* _Your task_: Records follow. Pull out every line that contains "they".

::::::::

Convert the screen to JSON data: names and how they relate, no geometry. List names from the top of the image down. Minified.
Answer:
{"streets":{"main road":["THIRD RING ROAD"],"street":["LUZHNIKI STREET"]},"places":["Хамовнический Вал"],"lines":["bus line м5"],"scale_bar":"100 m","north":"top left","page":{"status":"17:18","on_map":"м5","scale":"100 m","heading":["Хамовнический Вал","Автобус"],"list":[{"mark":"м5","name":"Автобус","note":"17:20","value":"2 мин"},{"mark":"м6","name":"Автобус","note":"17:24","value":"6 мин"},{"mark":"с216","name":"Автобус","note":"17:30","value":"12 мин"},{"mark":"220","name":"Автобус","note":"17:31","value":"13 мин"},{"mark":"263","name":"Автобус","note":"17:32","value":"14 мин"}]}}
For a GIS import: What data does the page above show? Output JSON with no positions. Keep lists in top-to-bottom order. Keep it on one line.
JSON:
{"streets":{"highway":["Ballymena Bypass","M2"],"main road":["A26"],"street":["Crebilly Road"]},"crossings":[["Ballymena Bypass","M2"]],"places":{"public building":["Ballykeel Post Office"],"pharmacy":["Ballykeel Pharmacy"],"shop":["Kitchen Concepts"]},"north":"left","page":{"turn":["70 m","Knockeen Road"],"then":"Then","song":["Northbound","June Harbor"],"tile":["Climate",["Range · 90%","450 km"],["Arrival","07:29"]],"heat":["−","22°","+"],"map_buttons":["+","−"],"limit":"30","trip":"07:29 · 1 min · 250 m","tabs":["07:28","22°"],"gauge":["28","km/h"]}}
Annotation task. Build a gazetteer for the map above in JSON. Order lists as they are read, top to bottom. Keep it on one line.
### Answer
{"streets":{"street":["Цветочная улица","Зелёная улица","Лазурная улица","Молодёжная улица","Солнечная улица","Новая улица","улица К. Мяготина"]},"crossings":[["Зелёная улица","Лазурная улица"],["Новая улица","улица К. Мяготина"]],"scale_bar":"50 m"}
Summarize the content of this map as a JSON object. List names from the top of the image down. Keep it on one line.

::::::::

* _Result of this task_:
Convert the screen to JSON data: names and how they relate, no geometry. List names from the top of the image down. Minified.
Annotation task. Build a gazetteer for the map above in JSON. Order lists as they are read, top to bottom. Keep it on one line.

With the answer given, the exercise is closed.